At peak disease, animals were perfused with ice cold 1x PBS followed by 10% formalin. Spinal cords were dissected, post-fixed overnight in 10% formalin, and left in 70% ethanol before embedding the tissue in paraffin. 10 μm sections were stained for myelin using MBP as a marker. After 3 xylene incubations of 5 minutes, tissues were rehydrated in an ethanol series from 100% to 50%, with 3 minutes incubation in each solution. Tissues were transferred to water before a 10-minute incubation in 3% H₂O₂ to block endogenous peroxidase activity. After a 30 minutes incubation in blocking buffer (1x PBS with 3% BSA and 5% goat serum), the primary antibody (MBP, anti-mouse, MAB382, Millipore, Burlington, MA) was diluted in 1x PBS and incubated overnight at 4°C. The next day, 3 washes in 1x PBS were performed before adding the secondary antibody (Goat anti-mouse – HRP, MP-7452, VectorLabs, Burlingame, CA) for 1h at room temperature. Another 3 washes in 1x PBS were performed before DAB development (SK-4100, vectorLabs, Burlingame, CA) for 30 seconds to 1 minute. A water wash was followed by counterstaining in hematoxylin QS (H-3404–100, VectorLabs, Burlingame, CA) for 20–30 seconds and a running water wash. Tissues were dehydrated in the ethanol series with a final 3 minute xylene incubation before mounting the tissue in VectaMount Express Mounting Media (H-5700–60, VectorLabs, Burlingame, CA). All other tissues (lungs, heart, kidney, liver and spleen) were processed by the Comparative Pathology Core at the University of Pennsylvania for embedding in paraffin, sectioning and H&E staining. All tissues were imaged on an Axio Observer 7 (Zeiss, Oberhochen, DE).

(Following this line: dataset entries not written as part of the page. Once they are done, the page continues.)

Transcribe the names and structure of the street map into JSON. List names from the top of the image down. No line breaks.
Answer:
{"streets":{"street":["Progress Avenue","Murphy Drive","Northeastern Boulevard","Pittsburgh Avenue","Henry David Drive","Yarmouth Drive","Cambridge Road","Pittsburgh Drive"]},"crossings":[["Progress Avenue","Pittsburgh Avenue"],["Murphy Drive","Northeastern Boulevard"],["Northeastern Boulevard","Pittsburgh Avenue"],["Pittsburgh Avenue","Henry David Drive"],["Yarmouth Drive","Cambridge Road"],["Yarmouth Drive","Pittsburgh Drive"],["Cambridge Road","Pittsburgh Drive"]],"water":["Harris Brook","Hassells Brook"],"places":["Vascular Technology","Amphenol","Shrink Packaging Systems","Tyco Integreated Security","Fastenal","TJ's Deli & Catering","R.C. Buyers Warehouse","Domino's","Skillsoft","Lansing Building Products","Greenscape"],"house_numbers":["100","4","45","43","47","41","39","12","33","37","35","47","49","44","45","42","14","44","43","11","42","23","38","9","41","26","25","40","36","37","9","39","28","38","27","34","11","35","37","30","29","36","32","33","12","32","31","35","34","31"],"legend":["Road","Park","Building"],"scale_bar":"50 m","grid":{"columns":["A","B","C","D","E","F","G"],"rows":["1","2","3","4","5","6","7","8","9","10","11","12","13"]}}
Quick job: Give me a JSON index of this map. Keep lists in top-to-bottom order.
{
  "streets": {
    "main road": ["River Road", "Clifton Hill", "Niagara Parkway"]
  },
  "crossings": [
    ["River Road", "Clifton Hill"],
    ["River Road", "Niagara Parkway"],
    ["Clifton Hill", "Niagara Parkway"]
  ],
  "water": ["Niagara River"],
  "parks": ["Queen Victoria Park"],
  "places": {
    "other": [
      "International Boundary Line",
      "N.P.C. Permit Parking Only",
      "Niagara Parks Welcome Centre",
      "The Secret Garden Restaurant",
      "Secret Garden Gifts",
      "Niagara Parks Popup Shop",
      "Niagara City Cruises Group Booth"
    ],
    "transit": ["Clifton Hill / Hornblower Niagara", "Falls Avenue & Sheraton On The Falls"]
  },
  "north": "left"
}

Statistical Analysis and Schematics

All data were imported into GraphPad Prism (Dotmatics, Boston, MA, UA) for statistical analysis. Comparisons between three or more groups were evaluated by one-way ANOVA, with p<0.05 taken to indicate statistical significance. Linear correlations were assessed using Pearson’s correlation coefficient, where values less than 0.3 were considered weak correlations, values between 0.3–0.49 were considered moderate, and values 0.5 or greater were considered strong. Schematics and cartoons were generated using BioRender.